Wednesday, November 30, 2011

L-O-V-E

He grew on me. Little by little, day by day, until he became ingrained in me. I can't pinpoint the exact moment or even the month when it happened, but around 12 years ago, I knew. I had a partner. Forever.

I had only just turned 21 when we got engaged. I was still a kid. Bright-eyed and anxious to begin "really" living. I craved adventure, independence and purpose. It's quite paradoxical that I would want to enter into a lifelong commitment - in the Catholic Church nonetheless - where they make it essentially impossible to reverse the deal.  But it made perfect sense to me.

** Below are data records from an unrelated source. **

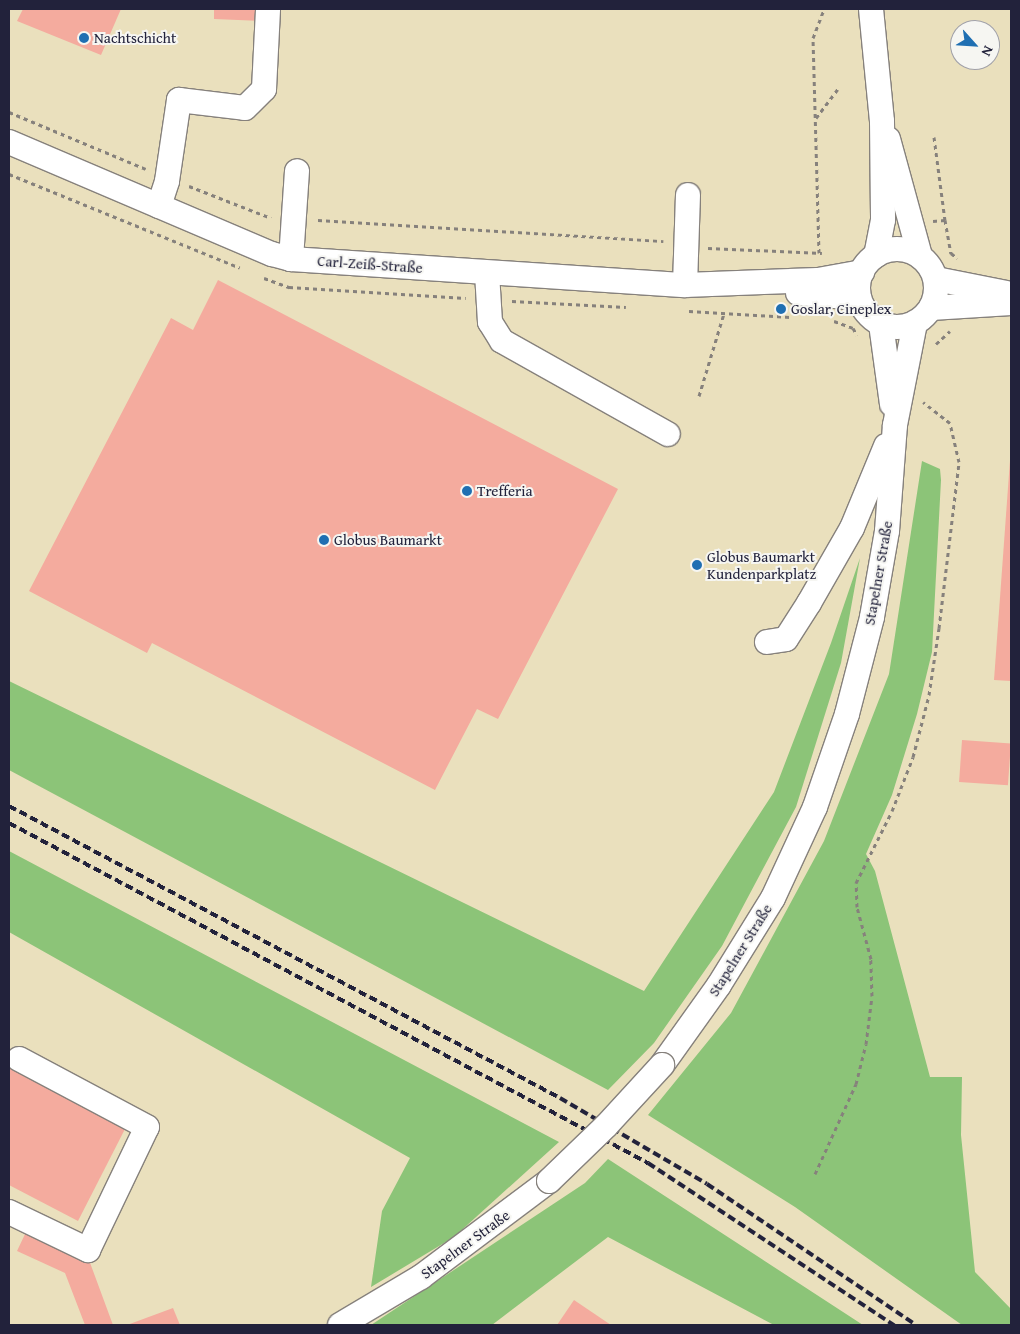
<!DOCTYPE html>
<meta charset="utf-8">
<style>
body{margin:0}
#map{position:relative;width:1020px;height:1334px;overflow:hidden;background:#eae0bd;font-family:"Gentium Book Plus",serif}
div>[style]{position:absolute}
[style*='--x']{left:calc(var(--x)*1px);top:calc(var(--y)*1px);width:calc(var(--w)*1px);rotate:calc(var(--a)*1deg)}
.green>*{inset:0;background:#8cc478}
.building>*{inset:0;background:#f4ab9e;transform-origin:0 0}
.path>*{height:3px;margin-top:-1.5px;transform-origin:0;background:repeating-linear-gradient(90deg,#86817c 0 4px,transparent 0 8px)}
.roads{filter:drop-shadow(1px 0 #86817c) drop-shadow(-1px 0 #86817c) drop-shadow(0 1px #86817c) drop-shadow(0 -1px #86817c)}
.minor>*{height:24px;margin:-12px;padding:0 12px;transform-origin:12px;border-radius:12px;background:#fff}
.minor>.ring{margin:-12px;padding:0;box-sizing:content-box;background:none;border:24px solid #fff;border-radius:50%}
.rail>*{height:4px;margin-top:-2px;transform-origin:0;background:repeating-linear-gradient(90deg,#22223b 0 8px,transparent 0 12px)}
.bridges{filter:drop-shadow(1px 0 #86817c) drop-shadow(-1px 0 #86817c) drop-shadow(0 1px #86817c) drop-shadow(0 -1px #86817c)}
.minor-bridge>*{height:24px;margin:-12px;padding:0 12px;transform-origin:12px;border-radius:12px;background:#fff}
.dots>*{width:14px;height:14px;translate:-50% -50%;box-sizing:border-box;border:2px solid #f6f6f2;border-radius:50%}
span{translate:-50% -50%;white-space:nowrap;text-align:center;line-height:1.15;-webkit-text-stroke:4px #f6f6f2;paint-order:stroke}
.poi-label{font-size:15px;color:#22223b}
.left{translate:0 -50%;text-align:left}
.street-label{font-size:15px;color:#22223b}
.frame{position:absolute;inset:0;border:10px solid #22223b;pointer-events:none}
.north{position:absolute;left:950px;top:20px;width:50px;height:50px;box-sizing:border-box;background:#f6f6f2;border:1px solid #a1a1a9;border-radius:50%;rotate:116deg;font-size:14px;font-weight:700;line-height:20px;text-align:center;color:#22223b}
.north::after{content:'';display:block;margin:auto;width:18px;height:22px;background:#1f6fb2;clip-path:polygon(50% 0,100% 100%,50% 72%,0 100%)}
</style>
<div id="map">
<div class="green">
<div style="clip-path:polygon(922px 461px,940px 469px,941px 480px,932px 652px,917px 714px,892px 795px,866px 854px,875px 871px,930px 1077px,962px 1077px,961px 1135px,975px 1272px,1011px 1309px,1011px 1325px,962px 1325px,795px 1207px,648px 1115px,731px 1013px,824px 841px,889px 674px)"></div>
<div style="clip-path:polygon(860px 558px,841px 663px,796px 807px,722px 946px,654px 1043px,608px 1090px,9px 770px,9px 681px,644px 991px,774px 792px,831px 643px)"></div>
<div style="clip-path:polygon(9px 851px,559px 1142px,454px 1237px,371px 1287px,382px 1211px,410px 1158px,9px 932px)"></div>
<div style="clip-path:polygon(608px 1159px,863px 1325px,774px 1325px,608px 1237px,492px 1325px,371px 1325px,585px 1183px)"></div>
</div>
<div class="building">
<div style="clip-path:polygon(23px 9px,121px 9px,101px 55px,17px 21px)"></div>
<div style="clip-path:polygon(214px 9px,260px 9px,259px 21px,214px 19px)"></div>
<div style="clip-path:polygon(218px 280px,618px 489px,498px 719px,477px 709px,435px 790px,152px 643px,147px 653px,29px 591px,171px 318px,193px 330px)"></div>
<div style="clip-path:polygon(1010px 460px,1011px 460px,1011px 681px,994px 680px)"></div>
<div style="left:962px;top:740px;width:49px;height:42px;rotate:4deg"></div>
<div style="clip-path:polygon(9px 1068px,125px 1129px,78px 1221px,9px 1185px)"></div>
<div style="clip-path:polygon(26px 1232px,89px 1260px,113px 1325px,85px 1325px,65px 1273px,17px 1251px)"></div>
<div style="clip-path:polygon(574px 1300px,611px 1325px,557px 1325px)"></div>
<div style="clip-path:polygon(173px 1308px,180px 1325px,127px 1325px)"></div>
</div>
<div class="path">
<div style="--x:9;--y:112;--w:148;--a:22.6"></div>
<div style="--x:816;--y:118;--w:36;--a:-53"></div>
<div style="--x:934;--y:137;--w:84;--a:82.5"></div>
<div style="--x:945;--y:220;--w:34;--a:80"></div>
<div style="--x:951;--y:253;--w:8;--a:40"></div>
<div style="--x:9;--y:174;--w:249;--a:22.1"></div>
<div style="--x:189;--y:186;--w:88;--a:21.3"></div>
<div style="--x:318;--y:220;--w:346;--a:3.5"></div>
<div style="--x:933;--y:221;--w:12;--a:-5"></div>
<div style="--x:708;--y:248;--w:114;--a:2.5"></div>
<div style="--x:819;--y:253;--w:215;--a:-91.6"></div>
<div style="--x:813;--y:38;--w:31;--a:-69"></div>
<div style="--x:264;--y:278;--w:27;--a:20"></div>
<div style="--x:289;--y:287;--w:177;--a:3.6"></div>
<div style="--x:512;--y:301;--w:114;--a:3"></div>
<div style="--x:689;--y:311;--w:101;--a:3.4"></div>
<div style="--x:834;--y:321;--w:20;--a:20"></div>
<div style="--x:853;--y:328;--w:8;--a:60"></div>
<div style="--x:936;--y:344;--w:19;--a:-43"></div>
<div style="--x:699;--y:396;--w:87;--a:-73.2"></div>
<div style="--x:815;--y:1174;--w:99;--a:-65.5"></div>
<div style="--x:856;--y:1084;--w:41;--a:-76"></div>
<div style="--x:866;--y:1044;--w:48;--a:-82.9"></div>
<div style="--x:872;--y:996;--w:37;--a:-92"></div>
<div style="--x:871;--y:959;--w:54;--a:-105.1"></div>
<div style="--x:857;--y:907;--w:24;--a:-92"></div>
<div style="--x:856;--y:883;--w:80;--a:-63.4"></div>
<div style="--x:892;--y:811;--w:58;--a:-68.7"></div>
<div style="--x:913;--y:757;--w:64;--a:-75.5"></div>
<div style="--x:929;--y:695;--w:68;--a:-81.5"></div>
<div style="--x:939;--y:628;--w:167;--a:-83.1"></div>
<div style="--x:959;--y:462;--w:40;--a:-103"></div>
<div style="--x:950;--y:423;--w:34;--a:-142"></div>
</div>
<div class="roads">
<div class="minor">
<div style="--x:871;--y:9;--w:113;--a:84.4"></div>
<div style="--x:882;--y:121;--w:99;--a:89.4"></div>
<div style="--x:883;--y:220;--w:36;--a:101"></div>
<div style="--x:888;--y:139;--w:121;--a:74.7"></div>
<div style="--x:9;--y:142;--w:286;--a:23.1"></div>
<div style="--x:272;--y:254;--w:20;--a:15"></div>
<div style="--x:291;--y:259;--w:395;--a:3.8"></div>
<div style="--x:685;--y:285;--w:133;--a:-2.2"></div>
<div style="--x:818;--y:280;--w:45;--a:-10.3"></div>
<div style="--x:159;--y:206;--w:26;--a:-72"></div>
<div style="--x:167;--y:181;--w:82;--a:-81.6"></div>
<div style="--x:179;--y:100;--w:66;--a:6.9"></div>
<div style="--x:245;--y:108;--w:27;--a:-45"></div>
<div style="--x:264;--y:89;--w:80;--a:-87.1"></div>
<div class="ring" style="left:858px;top:249px;width:54px;height:54px"></div>
<div style="--x:291;--y:259;--w:88;--a:-86.1"></div>
<div style="--x:487;--y:273;--w:49;--a:86.5"></div>
<div style="--x:490;--y:322;--w:22;--a:58"></div>
<div style="--x:502;--y:341;--w:190;--a:29.3"></div>
<div style="--x:936;--y:279;--w:72;--a:11.2"></div>
<div style="--x:685;--y:285;--w:90;--a:-88.1"></div>
<div style="--x:798;--y:293;--w:61;--a:4.7"></div>
<div style="--x:931;--y:308;--w:80;--a:-3.6"></div>
<div style="--x:881;--y:324;--w:81;--a:82.2"></div>
<div style="--x:767;--y:642;--w:19;--a:-9"></div>
<div style="--x:786;--y:639;--w:43;--a:-57.4"></div>
<div style="--x:809;--y:603;--w:86;--a:-60.2"></div>
<div style="--x:852;--y:528;--w:89;--a:-67.5"></div>
<div style="--x:662;--y:1065;--w:98;--a:-54.5"></div>
<div style="--x:719;--y:985;--w:102;--a:-58.2"></div>
<div style="--x:773;--y:898;--w:100;--a:-65.2"></div>
<div style="--x:815;--y:807;--w:98;--a:-71"></div>
<div style="--x:847;--y:714;--w:100;--a:-75.5"></div>
<div style="--x:872;--y:617;--w:87;--a:-80.1"></div>
<div style="--x:887;--y:531;--w:106;--a:-85.7"></div>
<div style="--x:895;--y:425;--w:104;--a:-78.9"></div>
<div style="--x:9;--y:1212;--w:88;--a:25.7"></div>
<div style="--x:88;--y:1250;--w:136;--a:-64.4"></div>
<div style="--x:147;--y:1127;--w:145;--a:-152"></div>
<div style="--x:340;--y:1325;--w:94;--a:-30.7"></div>
<div style="--x:421;--y:1277;--w:160;--a:-36.9"></div>
</div>
</div>
<div class="rail">
<div style="--x:9;--y:806;--w:624;--a:27.92"></div>
<div style="--x:560;--y:1098;--w:170;--a:30.3"></div>
<div style="--x:707;--y:1184;--w:252;--a:34"></div>
<div style="--x:9;--y:823;--w:724;--a:28.02"></div>
<div style="--x:648;--y:1163;--w:295;--a:33.4"></div>
</div>
<div class="bridges">
<div class="minor-bridge">
<div style="--x:549;--y:1181;--w:79;--a:-44"></div>
<div style="--x:606;--y:1126;--w:83;--a:-47.4"></div>
</div>
</div>
<div class="dots">
<div style="left:84px;top:38px;background:#1f6fb2"></div>
<div style="left:781px;top:309px;background:#1f6fb2"></div>
<div style="left:467px;top:491px;background:#1f6fb2"></div>
<div style="left:324px;top:540px;background:#1f6fb2"></div>
<div style="left:697px;top:565px;background:#1f6fb2"></div>
</div>
<div class="poi-label">
<span class="left" style="left:94px;top:38px">Nachtschicht</span>
<span class="left" style="left:791px;top:309px">Goslar, Cineplex</span>
<span class="left" style="left:477px;top:491px">Trefferia</span>
<span class="left" style="left:334px;top:540px">Globus Baumarkt</span>
<span class="left" style="left:707px;top:565px">Globus Baumarkt<br>Kundenparkplatz</span>
</div>
<div class="street-label">
<span style="left:370px;top:264px;rotate:4deg">Carl-Zeiß-Straße</span>
<span style="left:878px;top:573px;rotate:-80deg">Stapelner Straße</span>
<span style="left:740px;top:950px;rotate:-58deg">Stapelner Straße</span>
<span style="left:465px;top:1244px;rotate:-36deg">Stapelner Straße</span>
</div>
<div class="frame"></div>
<div class="north">N</div>
</div>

We drove out west to Cali in a half-empty UHAUL, with nothing but $1000 in the bank (mostly from wedding gifts) and an amazingly generous uncle with a spare bedroom. There we were: newlyweds, on bunk beds, snuggling on the full-size bed on the bottom while using the top bunk for storage.

Fast-forward 5 years and we're headed back on I-10 East in an overflowing UHAUL with contents ranging from a baby crib to a foosball table. We're far from being settled but that's how we've liked it so far.  I'm not sure I ever want to be settled. It makes me anxious. See, I have many commitment phobias: to cities, to jobs, even to a particular cocktail. Sometimes it's a simple scotch and soda and at others a fancy French 75. It depends on the mood, the lighting, the weather. I have often wished I could be that girl with a signature look - like Gwen Stefani with that red lipstick or Katherine Hepburn with those killer pantsuits. I'm much too fickle for any of that.

Yet I never once had an inkling of a doubt to commit to P. Why? Was it a cosmic connection? My soulmate? Destiny? The romantic, Jane Austen-loving fool in me would like to think so. What I must have always known was that a life with P meant a life of freedom. Because when you're loved so honestly by another you cannot help but feel free to love yourself.  The good, the bad, the neurotic, the emotional human being that is me - I feel free to be me!  

I know we do a lot of stupid things when we are young but marrying P was the smartest thing I ever did.

5 comments:

  1. Aww sweet post! You 2 make an amazing couple & wonderful parents! No to mention how fun it is watching him do his JT moves! You must get some private dances Mrs. Nunez! Candace & Luis

    ReplyDelete
  2. You are everything to me love and what we have together is so special. I know that our lives have taken lots of twists & turns lately but I love knowing that no matter where we end up, home will always be where you and our little Luna are. Love you!

    ReplyDelete
  3. Ahhhh! Tear! Tear! One of your best!

    ReplyDelete
  4. soooo sweet!! you two make a beautiful couple and have such an warm aura around you. we love yall!

    ReplyDelete
  5. To P - DITTO.
    To Gina - To think that you've been around the whole time! He asked me to be his girlfriend at your wedding. :)
    To Sonia - Thanks friend. and you too were around for the beginning. JESTER Baby!